Hummus and salsa. Lee says they can be used as dips, but hummus works also in place of mayonnaise in salads and on sandwiches, diluted with a little lemon juice or water for an appealing consistency. And salsa goes well in omelets or on vegetables, she says. Buy chunkier, fresh versions, she adds.
Wholly Guacamole. It's sold refrigerated in full-size and mini containers, and unlike some brands, Bellatti says, this one has no sour cream added. Another plus: the fat in avocados is heart-healthy.
Be armed with reality when checking food labels
A couple of general shopping tips:
Don't just check calories. Fifty avocado calories are not the same as 50 Cheetos calories, registered dietitian Elizabeth Lee says. And if the calorie count seems low and the dish sounds lush, like fettucine Alfredo, Lee advises asking yourself, "How do you think they did that?"

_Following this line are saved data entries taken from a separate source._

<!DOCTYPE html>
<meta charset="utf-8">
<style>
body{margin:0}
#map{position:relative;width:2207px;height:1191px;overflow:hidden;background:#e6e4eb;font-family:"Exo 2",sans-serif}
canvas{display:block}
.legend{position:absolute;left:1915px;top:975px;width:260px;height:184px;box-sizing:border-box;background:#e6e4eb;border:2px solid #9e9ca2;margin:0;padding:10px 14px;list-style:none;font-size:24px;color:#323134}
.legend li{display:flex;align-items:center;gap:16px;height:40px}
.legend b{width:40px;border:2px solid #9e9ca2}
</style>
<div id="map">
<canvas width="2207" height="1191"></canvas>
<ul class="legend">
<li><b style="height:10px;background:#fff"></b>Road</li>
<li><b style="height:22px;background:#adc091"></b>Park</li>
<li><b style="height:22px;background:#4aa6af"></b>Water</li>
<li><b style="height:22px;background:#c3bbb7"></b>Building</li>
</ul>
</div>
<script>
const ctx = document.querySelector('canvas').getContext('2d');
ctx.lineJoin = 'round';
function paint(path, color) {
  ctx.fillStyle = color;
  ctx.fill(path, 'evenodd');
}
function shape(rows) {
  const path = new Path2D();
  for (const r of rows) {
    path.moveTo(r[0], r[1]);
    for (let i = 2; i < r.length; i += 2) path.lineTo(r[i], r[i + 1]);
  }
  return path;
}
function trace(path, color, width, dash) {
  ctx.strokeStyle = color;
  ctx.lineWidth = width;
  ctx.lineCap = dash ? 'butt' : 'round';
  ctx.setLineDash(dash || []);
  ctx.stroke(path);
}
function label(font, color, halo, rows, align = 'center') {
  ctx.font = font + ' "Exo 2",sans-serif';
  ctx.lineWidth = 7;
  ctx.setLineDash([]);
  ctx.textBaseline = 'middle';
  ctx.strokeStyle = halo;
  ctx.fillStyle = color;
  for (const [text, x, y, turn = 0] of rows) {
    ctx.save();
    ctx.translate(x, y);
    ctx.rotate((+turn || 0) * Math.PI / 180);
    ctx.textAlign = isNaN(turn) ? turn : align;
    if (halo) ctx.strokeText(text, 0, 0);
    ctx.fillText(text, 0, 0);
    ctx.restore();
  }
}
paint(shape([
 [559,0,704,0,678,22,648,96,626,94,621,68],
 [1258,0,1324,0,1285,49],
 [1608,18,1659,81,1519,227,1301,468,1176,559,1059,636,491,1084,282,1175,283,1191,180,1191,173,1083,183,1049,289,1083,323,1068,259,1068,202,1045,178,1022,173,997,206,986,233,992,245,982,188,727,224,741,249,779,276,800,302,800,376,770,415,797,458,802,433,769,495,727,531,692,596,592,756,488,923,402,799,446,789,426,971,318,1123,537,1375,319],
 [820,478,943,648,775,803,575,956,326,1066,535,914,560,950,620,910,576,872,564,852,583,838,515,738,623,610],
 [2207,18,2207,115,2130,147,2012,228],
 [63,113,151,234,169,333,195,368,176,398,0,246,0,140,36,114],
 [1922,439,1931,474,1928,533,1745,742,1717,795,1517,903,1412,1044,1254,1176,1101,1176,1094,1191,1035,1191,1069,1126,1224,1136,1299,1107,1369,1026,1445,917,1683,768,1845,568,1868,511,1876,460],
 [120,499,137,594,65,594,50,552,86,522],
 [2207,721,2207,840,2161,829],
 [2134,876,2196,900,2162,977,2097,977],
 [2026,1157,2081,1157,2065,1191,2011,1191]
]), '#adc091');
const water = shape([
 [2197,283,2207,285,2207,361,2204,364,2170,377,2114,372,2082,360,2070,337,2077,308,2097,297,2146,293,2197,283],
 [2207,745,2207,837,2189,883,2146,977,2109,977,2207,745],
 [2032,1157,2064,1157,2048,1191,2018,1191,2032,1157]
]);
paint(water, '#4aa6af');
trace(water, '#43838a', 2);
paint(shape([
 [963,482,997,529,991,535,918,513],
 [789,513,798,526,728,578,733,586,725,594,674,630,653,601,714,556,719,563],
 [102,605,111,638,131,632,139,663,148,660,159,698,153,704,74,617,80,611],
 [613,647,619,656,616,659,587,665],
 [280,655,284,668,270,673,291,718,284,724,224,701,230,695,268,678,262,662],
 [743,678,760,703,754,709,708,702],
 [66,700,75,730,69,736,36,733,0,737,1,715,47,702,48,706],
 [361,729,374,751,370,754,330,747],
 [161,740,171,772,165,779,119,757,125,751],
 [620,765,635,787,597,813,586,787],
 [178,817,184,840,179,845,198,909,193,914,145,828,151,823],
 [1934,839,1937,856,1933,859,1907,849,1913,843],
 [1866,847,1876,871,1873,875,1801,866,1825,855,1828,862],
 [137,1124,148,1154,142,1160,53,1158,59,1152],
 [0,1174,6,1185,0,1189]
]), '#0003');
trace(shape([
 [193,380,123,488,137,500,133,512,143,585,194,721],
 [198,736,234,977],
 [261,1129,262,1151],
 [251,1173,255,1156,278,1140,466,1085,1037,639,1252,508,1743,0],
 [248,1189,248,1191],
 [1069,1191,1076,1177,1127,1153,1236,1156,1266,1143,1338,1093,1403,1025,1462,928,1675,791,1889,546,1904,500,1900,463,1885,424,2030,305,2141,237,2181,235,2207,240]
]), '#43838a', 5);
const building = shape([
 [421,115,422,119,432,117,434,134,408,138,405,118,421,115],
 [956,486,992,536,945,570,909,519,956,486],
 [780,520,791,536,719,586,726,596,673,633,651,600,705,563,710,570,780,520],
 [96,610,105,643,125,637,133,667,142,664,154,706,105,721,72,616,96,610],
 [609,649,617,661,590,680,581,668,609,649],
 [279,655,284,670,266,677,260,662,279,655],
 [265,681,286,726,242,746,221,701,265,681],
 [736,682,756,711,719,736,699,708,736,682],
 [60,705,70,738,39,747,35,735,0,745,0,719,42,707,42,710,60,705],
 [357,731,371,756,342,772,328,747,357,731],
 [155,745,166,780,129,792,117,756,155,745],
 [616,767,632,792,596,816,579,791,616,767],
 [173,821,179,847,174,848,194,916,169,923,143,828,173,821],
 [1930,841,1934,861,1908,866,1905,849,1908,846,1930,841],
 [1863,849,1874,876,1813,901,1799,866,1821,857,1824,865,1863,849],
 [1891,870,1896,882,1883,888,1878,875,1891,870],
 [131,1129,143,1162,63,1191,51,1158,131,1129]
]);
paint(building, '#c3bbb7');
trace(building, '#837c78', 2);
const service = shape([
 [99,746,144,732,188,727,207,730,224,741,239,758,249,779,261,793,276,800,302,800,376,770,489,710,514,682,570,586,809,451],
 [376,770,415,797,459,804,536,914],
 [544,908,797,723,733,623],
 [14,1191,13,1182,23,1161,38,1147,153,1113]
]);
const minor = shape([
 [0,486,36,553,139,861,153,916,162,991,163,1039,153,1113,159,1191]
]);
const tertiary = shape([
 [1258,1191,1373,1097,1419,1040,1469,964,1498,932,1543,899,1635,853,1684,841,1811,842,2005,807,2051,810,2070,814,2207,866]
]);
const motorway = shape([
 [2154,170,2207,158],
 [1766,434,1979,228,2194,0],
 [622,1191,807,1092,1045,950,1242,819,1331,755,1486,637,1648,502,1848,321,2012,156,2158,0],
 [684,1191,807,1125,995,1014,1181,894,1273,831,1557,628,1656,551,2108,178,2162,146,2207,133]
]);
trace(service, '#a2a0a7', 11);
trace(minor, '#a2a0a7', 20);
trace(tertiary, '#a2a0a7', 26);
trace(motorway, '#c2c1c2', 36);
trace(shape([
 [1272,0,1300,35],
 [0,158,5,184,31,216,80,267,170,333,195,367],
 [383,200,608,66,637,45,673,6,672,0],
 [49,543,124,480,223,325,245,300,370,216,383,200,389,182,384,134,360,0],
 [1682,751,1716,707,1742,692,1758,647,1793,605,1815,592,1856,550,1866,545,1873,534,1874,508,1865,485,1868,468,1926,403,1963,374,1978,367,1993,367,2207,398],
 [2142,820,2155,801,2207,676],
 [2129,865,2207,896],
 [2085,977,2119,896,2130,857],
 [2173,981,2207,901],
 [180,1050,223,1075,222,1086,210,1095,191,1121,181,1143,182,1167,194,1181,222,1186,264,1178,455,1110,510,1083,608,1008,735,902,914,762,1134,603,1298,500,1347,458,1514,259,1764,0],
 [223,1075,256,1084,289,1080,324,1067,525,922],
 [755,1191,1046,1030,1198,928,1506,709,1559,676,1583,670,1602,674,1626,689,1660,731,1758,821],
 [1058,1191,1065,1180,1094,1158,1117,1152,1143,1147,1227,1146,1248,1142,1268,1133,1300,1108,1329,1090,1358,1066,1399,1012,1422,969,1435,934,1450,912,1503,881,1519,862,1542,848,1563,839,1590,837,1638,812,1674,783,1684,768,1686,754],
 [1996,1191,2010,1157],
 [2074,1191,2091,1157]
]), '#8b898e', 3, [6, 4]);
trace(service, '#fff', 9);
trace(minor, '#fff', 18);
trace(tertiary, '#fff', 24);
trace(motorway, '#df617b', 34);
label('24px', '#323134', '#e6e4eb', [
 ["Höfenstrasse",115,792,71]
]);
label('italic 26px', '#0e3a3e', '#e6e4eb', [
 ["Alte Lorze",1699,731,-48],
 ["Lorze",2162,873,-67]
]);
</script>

Don't be fooled by packaging such as farm scenes on bags or labels on package fronts that suggest health benefits. Lee called out the Jolly Time "Healthy Pop Butter" microwave package, which touts an endorsement from Weight Watchers and says it's 94% fat free. It says 0 grams of trans fats on the package front and on the nutrition facts panel. But the ingredients include "partially hydrogenated soybean oil (adds a dietarily insignificant amount of trans fat per serving)." Oils that are partially hydrogenated create artificial trans fats, which are not healthful, even in small amounts, registered dietitian Andy Bellatti says. Federal rules allow companies to say they have 0 grams per serving if the total is less than 0.5 grams. And, of course, experts note that many people eat more than one serving.
There's also no butter listed, though "natural flavors" are.
Bellatti notes that some microwave popcorns are more healthful than others, "but popcorn is so easy to make" and very inexpensive. Microwave poppers that require no oil are available for $10 to $20.